→ **Aim of the exercise**:
Would you please output, word for word, the span of the listing below that opens on the line containing "c.setLineDash([]);" and closes on the line containing "M 333,398 L"? Include both ends and nothing more.

■ ■ ■

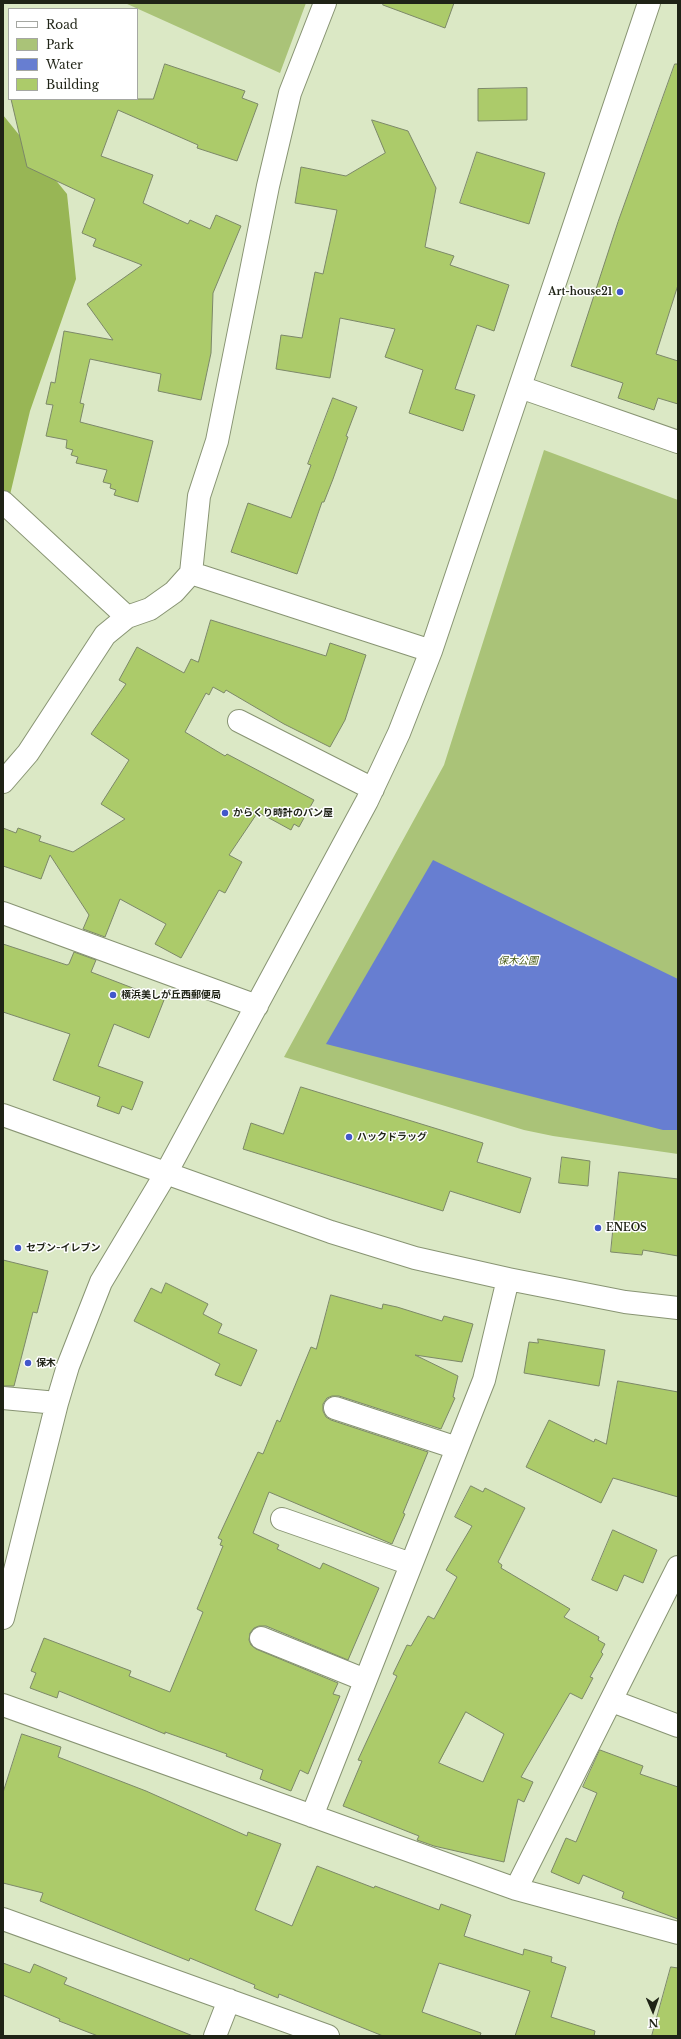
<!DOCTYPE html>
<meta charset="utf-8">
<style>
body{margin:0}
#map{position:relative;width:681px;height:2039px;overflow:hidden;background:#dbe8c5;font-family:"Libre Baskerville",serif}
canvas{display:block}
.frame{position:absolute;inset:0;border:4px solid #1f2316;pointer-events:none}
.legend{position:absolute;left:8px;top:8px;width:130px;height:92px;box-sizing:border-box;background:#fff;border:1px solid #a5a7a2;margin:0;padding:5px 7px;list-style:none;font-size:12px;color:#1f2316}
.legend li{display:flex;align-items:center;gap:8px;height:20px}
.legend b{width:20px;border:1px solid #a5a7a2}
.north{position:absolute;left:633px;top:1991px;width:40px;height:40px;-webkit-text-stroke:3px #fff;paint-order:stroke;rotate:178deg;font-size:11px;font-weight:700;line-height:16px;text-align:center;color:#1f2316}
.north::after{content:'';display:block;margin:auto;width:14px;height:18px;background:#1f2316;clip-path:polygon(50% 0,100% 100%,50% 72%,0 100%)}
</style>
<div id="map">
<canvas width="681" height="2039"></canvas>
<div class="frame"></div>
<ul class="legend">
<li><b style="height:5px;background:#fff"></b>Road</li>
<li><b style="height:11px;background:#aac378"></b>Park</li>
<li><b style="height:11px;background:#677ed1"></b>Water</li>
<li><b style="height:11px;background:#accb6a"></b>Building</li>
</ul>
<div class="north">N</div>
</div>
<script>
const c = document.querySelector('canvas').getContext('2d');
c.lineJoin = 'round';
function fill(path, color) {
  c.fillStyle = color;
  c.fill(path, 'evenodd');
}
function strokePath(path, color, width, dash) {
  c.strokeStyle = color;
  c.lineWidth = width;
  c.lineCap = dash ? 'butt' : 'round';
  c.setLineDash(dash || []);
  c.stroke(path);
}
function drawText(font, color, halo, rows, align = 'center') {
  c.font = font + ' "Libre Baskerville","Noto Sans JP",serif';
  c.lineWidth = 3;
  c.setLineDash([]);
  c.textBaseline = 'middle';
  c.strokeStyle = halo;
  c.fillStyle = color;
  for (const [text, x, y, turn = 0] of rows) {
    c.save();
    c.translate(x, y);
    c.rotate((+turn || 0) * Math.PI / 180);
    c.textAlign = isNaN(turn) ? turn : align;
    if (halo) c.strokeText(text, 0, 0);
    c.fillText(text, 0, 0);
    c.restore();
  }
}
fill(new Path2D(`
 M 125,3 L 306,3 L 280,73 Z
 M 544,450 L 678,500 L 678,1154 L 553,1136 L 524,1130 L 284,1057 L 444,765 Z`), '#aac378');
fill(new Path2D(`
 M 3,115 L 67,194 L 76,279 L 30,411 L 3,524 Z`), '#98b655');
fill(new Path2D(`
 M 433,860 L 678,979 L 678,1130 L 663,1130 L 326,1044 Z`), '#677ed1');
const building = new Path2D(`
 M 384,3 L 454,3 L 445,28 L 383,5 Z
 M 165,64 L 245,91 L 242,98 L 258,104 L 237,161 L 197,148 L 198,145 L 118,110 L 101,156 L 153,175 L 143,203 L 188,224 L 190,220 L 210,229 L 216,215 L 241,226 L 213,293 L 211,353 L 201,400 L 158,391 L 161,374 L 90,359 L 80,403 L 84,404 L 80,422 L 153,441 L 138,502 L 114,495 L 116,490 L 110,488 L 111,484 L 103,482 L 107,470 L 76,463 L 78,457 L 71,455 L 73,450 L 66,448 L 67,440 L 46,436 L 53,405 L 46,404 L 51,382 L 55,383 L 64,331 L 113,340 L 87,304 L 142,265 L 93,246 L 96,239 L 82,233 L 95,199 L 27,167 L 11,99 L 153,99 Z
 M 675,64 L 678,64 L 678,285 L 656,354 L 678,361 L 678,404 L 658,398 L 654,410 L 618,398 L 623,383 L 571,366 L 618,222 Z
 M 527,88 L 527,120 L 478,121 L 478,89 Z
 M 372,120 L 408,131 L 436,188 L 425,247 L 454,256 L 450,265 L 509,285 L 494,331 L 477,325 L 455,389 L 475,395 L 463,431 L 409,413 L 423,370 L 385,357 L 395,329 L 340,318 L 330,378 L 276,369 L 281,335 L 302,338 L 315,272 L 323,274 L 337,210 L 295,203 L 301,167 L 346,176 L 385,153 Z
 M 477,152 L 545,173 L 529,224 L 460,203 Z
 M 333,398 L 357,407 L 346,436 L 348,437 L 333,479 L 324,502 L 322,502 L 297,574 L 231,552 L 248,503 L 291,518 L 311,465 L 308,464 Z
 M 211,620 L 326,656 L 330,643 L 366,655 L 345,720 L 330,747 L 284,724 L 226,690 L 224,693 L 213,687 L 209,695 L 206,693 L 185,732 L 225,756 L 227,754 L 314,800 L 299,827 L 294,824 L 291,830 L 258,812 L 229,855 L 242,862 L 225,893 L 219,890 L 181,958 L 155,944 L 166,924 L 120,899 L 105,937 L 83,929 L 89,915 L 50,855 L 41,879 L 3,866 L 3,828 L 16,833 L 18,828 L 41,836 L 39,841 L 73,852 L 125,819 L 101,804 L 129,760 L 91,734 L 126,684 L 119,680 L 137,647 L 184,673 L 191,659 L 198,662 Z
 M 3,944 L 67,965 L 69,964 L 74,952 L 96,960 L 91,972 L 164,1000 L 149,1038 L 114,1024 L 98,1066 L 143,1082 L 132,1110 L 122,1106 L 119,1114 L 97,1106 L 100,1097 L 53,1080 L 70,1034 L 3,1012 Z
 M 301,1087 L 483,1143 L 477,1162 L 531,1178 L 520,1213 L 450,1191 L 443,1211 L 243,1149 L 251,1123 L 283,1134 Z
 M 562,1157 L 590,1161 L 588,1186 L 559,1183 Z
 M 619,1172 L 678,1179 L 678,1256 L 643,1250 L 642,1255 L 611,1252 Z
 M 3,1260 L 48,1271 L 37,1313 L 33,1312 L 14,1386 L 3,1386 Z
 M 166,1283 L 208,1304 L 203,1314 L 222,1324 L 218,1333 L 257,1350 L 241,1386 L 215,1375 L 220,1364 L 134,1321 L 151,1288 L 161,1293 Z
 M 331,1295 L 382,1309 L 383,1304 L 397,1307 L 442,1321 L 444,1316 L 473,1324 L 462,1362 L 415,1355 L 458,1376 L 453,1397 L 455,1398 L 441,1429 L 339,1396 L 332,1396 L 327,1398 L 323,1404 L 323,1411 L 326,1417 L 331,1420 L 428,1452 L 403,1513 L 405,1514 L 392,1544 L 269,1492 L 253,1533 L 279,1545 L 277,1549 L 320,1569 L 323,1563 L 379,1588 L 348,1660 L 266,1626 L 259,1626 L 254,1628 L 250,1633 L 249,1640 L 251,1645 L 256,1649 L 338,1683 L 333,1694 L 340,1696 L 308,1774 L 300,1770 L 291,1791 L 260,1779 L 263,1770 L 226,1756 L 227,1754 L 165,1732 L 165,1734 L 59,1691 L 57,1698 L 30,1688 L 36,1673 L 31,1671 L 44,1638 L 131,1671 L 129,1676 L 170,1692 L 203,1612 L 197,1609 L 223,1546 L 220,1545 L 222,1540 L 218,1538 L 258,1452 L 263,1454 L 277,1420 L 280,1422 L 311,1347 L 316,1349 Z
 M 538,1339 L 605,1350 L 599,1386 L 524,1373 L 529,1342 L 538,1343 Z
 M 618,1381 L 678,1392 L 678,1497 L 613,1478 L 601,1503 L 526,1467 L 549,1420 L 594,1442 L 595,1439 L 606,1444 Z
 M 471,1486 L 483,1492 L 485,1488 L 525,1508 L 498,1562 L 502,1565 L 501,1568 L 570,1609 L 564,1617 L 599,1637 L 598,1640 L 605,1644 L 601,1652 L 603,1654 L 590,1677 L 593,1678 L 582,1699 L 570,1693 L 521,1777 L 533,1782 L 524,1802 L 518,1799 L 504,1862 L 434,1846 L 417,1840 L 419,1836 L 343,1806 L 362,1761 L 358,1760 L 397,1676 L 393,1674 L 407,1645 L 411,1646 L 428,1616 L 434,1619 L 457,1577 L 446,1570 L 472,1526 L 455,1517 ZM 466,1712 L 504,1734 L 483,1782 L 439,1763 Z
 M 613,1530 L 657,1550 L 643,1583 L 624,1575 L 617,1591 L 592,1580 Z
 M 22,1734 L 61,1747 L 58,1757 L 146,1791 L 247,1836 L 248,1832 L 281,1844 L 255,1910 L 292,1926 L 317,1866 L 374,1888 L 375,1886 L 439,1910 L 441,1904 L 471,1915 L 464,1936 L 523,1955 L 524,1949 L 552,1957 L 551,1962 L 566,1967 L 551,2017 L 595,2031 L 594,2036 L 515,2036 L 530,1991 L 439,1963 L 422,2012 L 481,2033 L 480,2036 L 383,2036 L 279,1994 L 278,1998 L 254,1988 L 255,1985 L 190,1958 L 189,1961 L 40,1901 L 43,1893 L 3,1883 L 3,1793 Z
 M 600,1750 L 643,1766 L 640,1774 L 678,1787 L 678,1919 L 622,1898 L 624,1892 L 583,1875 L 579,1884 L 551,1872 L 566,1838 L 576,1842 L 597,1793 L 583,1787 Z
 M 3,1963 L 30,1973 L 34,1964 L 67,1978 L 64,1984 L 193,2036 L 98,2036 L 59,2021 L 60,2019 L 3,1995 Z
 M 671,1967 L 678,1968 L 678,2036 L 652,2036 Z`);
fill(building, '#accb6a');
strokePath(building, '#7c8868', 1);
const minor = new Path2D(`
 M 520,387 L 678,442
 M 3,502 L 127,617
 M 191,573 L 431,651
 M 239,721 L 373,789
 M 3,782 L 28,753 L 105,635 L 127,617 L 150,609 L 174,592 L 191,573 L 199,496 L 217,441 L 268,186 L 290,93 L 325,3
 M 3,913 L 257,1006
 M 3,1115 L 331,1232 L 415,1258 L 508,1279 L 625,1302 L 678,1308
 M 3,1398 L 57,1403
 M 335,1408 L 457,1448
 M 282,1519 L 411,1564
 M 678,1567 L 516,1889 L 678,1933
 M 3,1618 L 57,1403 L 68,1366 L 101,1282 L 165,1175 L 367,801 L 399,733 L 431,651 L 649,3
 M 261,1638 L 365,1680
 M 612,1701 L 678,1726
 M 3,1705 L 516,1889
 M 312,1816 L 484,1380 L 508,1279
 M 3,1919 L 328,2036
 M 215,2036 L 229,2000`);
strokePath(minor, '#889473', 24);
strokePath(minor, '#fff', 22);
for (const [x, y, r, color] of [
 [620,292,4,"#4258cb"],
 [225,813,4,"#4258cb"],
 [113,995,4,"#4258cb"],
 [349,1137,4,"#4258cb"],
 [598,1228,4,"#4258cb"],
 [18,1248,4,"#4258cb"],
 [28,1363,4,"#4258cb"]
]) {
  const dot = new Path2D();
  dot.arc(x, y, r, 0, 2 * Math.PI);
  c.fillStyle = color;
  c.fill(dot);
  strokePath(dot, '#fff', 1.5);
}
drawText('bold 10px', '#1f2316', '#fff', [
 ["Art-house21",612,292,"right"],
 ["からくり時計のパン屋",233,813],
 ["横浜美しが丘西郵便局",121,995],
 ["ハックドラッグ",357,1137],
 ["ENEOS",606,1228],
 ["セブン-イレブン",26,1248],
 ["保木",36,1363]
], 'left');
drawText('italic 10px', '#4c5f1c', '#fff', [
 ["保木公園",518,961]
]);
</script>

■ ■ ■

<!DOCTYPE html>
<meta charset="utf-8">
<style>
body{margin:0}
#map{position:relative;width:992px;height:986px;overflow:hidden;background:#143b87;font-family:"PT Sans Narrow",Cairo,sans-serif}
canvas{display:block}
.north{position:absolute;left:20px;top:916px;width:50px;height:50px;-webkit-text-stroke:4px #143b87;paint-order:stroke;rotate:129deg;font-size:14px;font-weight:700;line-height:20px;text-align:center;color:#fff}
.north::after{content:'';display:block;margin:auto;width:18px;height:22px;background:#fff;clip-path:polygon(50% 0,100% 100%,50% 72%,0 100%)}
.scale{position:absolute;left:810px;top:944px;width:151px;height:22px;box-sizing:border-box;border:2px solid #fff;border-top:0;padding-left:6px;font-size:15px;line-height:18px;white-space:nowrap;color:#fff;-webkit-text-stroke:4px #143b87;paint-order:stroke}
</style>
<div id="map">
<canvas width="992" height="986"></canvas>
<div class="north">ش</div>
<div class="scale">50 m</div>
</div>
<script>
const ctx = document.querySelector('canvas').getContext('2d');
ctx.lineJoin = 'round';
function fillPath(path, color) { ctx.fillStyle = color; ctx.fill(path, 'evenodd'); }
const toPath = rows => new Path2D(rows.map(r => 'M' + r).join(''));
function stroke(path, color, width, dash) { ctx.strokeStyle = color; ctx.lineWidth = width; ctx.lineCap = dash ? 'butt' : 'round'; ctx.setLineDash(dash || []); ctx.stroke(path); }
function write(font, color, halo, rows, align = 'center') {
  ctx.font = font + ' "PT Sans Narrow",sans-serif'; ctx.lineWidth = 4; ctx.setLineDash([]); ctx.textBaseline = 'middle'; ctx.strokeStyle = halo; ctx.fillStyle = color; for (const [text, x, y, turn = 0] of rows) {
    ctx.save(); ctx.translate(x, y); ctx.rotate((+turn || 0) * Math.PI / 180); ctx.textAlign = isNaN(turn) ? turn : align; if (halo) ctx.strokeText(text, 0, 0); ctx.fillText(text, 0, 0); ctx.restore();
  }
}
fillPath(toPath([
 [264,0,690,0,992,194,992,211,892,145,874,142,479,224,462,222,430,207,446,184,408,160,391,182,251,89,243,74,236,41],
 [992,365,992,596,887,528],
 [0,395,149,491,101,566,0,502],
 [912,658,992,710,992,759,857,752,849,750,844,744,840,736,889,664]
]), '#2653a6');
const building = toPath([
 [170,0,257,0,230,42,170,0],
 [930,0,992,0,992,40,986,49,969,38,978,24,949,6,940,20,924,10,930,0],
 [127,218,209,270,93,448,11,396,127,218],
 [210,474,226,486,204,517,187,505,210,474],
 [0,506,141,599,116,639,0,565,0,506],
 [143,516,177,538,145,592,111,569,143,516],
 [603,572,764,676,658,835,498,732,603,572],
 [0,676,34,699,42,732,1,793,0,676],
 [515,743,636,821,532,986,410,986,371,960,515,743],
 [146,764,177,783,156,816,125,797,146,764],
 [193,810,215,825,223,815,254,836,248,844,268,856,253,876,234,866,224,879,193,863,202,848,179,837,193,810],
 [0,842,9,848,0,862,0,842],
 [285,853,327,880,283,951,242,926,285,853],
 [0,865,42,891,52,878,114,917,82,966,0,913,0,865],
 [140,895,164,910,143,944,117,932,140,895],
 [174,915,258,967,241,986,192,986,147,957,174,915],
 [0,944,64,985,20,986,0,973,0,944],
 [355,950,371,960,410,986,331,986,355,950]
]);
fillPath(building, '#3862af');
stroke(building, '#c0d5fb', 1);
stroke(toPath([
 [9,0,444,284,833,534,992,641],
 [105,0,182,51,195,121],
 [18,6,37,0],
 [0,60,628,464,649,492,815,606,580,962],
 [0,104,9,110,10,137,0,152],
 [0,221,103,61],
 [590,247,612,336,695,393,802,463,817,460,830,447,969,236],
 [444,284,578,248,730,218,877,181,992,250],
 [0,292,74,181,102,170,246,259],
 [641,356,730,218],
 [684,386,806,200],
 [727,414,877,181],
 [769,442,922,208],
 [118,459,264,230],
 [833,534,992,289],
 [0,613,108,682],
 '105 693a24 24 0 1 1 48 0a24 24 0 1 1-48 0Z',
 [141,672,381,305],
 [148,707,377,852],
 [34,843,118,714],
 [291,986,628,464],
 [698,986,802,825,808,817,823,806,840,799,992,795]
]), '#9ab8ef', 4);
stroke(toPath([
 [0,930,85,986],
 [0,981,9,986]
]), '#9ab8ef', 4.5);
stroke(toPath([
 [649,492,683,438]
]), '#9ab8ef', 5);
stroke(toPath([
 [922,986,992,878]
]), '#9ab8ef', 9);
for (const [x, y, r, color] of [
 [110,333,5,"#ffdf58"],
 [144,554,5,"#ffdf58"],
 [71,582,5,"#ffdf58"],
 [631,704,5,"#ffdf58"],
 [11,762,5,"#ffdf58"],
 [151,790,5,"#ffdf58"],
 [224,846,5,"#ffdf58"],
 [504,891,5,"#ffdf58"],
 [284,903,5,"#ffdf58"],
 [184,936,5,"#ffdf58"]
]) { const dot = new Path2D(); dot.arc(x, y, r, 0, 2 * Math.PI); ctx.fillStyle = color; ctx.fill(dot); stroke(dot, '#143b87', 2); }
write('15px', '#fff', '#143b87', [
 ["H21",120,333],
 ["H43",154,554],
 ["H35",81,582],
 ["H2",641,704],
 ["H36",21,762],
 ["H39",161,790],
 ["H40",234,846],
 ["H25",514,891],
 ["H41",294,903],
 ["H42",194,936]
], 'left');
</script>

■ ■ ■

→ **Response**:
  c.setLineDash([]);
  c.textBaseline = 'middle';
  c.strokeStyle = halo;
  c.fillStyle = color;
  for (const [text, x, y, turn = 0] of rows) {
    c.save();
    c.translate(x, y);
    c.rotate((+turn || 0) * Math.PI / 180);
    c.textAlign = isNaN(turn) ? turn : align;
    if (halo) c.strokeText(text, 0, 0);
    c.fillText(text, 0, 0);
    c.restore();
  }
}
fill(new Path2D(`
 M 125,3 L 306,3 L 280,73 Z
 M 544,450 L 678,500 L 678,1154 L 553,1136 L 524,1130 L 284,1057 L 444,765 Z`), '#aac378');
fill(new Path2D(`
 M 3,115 L 67,194 L 76,279 L 30,411 L 3,524 Z`), '#98b655');
fill(new Path2D(`
 M 433,860 L 678,979 L 678,1130 L 663,1130 L 326,1044 Z`), '#677ed1');
const building = new Path2D(`
 M 384,3 L 454,3 L 445,28 L 383,5 Z
 M 165,64 L 245,91 L 242,98 L 258,104 L 237,161 L 197,148 L 198,145 L 118,110 L 101,156 L 153,175 L 143,203 L 188,224 L 190,220 L 210,229 L 216,215 L 241,226 L 213,293 L 211,353 L 201,400 L 158,391 L 161,374 L 90,359 L 80,403 L 84,404 L 80,422 L 153,441 L 138,502 L 114,495 L 116,490 L 110,488 L 111,484 L 103,482 L 107,470 L 76,463 L 78,457 L 71,455 L 73,450 L 66,448 L 67,440 L 46,436 L 53,405 L 46,404 L 51,382 L 55,383 L 64,331 L 113,340 L 87,304 L 142,265 L 93,246 L 96,239 L 82,233 L 95,199 L 27,167 L 11,99 L 153,99 Z
 M 675,64 L 678,64 L 678,285 L 656,354 L 678,361 L 678,404 L 658,398 L 654,410 L 618,398 L 623,383 L 571,366 L 618,222 Z
 M 527,88 L 527,120 L 478,121 L 478,89 Z
 M 372,120 L 408,131 L 436,188 L 425,247 L 454,256 L 450,265 L 509,285 L 494,331 L 477,325 L 455,389 L 475,395 L 463,431 L 409,413 L 423,370 L 385,357 L 395,329 L 340,318 L 330,378 L 276,369 L 281,335 L 302,338 L 315,272 L 323,274 L 337,210 L 295,203 L 301,167 L 346,176 L 385,153 Z
 M 477,152 L 545,173 L 529,224 L 460,203 Z
 M 333,398 L 357,407 L 346,436 L 348,437 L 333,479 L 324,502 L 322,502 L 297,574 L 231,552 L 248,503 L 291,518 L 311,465 L 308,464 Z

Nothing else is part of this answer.